Además, como activistas del feminismo y la cultura guaraní en una sociedad rabiosamente misógina, clerical y criolla como la misionera de hoy día, las compañeras se dan el gran lujo de sembrar entre las hojas de esta hermosa flor una serie de pistas para comprender la etimología de algunas palabras dolorosas, como karai (al mismo tiempo Señor y Español) surgida de una primera fascinasción por el poder de sus armas o kuña, cuyo origen desnuda el contenido patriarcal de la civilización guaraní al momento de la conquista, identificando a la “mujer” como amante y sirvienta, al que las compañeras oponen la voz hai que señala la mujer creadora de vida, poderosa.

Para finalizar, es muy difícil caer en una lectura romántica acrítica de la civilización guaraní leyendo este libro. Aquí el filo de un feminismo que, denunciando al patriarcado, desnuda para quien quiera verlo en toda su dimensión, una estructura de violencia económica, social y simbólica contra las mujeres presente en la organización de dos civilizaciones distintas, el incipiente desarrollo de un proto-estado agrícola-cazador y el feudalismo absolutista europeo.

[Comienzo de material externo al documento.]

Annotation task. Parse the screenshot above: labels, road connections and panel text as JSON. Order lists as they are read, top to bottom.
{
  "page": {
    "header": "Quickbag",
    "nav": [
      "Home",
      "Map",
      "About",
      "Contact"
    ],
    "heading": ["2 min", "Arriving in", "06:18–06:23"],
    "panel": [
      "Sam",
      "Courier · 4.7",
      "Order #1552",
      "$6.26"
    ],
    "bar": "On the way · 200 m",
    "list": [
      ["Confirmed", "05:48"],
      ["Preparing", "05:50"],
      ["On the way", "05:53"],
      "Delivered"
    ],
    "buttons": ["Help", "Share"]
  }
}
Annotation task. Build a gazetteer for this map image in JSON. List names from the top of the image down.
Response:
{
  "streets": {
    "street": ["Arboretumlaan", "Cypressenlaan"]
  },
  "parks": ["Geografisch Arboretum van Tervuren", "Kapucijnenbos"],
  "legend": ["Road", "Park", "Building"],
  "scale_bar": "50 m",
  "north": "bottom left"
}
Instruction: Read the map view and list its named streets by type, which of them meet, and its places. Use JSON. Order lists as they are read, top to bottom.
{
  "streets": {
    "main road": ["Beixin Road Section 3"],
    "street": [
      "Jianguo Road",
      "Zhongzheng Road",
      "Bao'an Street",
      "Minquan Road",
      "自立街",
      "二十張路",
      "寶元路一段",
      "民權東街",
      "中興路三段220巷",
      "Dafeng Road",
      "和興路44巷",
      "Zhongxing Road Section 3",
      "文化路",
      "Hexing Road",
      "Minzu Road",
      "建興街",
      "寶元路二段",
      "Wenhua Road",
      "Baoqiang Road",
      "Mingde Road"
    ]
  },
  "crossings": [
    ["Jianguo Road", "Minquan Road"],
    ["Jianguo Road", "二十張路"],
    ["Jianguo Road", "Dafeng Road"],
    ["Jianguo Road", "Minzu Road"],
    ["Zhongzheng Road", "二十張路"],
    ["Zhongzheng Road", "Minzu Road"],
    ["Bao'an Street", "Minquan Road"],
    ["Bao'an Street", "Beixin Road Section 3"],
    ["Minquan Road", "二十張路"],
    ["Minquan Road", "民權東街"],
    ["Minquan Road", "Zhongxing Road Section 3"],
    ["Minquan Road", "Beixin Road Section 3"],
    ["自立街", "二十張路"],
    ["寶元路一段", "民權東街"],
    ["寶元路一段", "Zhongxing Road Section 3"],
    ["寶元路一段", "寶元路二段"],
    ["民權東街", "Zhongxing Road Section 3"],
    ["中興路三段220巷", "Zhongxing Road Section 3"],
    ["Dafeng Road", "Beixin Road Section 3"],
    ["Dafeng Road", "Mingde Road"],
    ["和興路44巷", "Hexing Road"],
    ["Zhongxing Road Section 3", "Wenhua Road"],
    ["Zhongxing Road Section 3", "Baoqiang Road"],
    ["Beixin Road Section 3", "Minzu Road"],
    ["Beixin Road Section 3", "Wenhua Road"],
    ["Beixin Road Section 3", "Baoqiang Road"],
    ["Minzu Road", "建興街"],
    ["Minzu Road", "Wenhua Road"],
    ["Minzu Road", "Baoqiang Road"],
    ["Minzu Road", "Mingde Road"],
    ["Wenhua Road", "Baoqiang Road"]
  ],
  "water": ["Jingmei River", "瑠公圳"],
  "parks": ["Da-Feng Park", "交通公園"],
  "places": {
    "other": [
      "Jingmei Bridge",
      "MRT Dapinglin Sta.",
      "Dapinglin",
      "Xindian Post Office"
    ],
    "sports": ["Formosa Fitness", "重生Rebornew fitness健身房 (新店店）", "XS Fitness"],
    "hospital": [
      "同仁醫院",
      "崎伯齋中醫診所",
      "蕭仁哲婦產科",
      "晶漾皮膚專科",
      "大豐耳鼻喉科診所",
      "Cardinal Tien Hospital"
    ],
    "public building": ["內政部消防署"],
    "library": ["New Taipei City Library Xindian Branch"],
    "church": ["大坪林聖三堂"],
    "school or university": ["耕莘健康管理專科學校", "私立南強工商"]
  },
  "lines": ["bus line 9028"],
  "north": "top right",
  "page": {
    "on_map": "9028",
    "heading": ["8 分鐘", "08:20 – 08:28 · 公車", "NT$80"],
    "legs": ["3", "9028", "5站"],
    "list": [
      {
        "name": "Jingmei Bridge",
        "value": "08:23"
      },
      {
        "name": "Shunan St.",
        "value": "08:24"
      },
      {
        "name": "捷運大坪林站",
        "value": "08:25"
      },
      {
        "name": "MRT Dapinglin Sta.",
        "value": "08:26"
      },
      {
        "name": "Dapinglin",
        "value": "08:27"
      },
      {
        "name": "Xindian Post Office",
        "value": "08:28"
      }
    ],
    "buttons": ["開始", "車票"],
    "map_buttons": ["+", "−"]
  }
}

Queda abierto el debate para les compañeres feministas, clasistas e indigenistas por un pequeño libro que no deja espacio para la auto-complaciencia ni la idealización, como las mejores obras de arte y ciencia que más nos gustan. 

Sólo cabe agradecer a sus autoras María Cecilia Rodrígues (relato histórico), Florencia Aguirre (ilustraciones) y Laura Rodrígues Estévez (maquetación y encuadernación) y a su editorial AYVU, ediciones de la Tierra Roja por ofrecer a este mundo que tanto lo necesita, este hermoso hrönir (el objeto de arte único e irrepetible que fabricaban les habitantes del Tlön de Borges) que nos muestra el camino de la libertad iluminando nuestro propio origen, reviviendo en nosotres lo mejor de nuestras raíces, señalando el poder del arte, de la palabra y la imagen, de la curada mano de las artesanas, del poder indestructible de la ternura cuando comprende por dónde es la salida.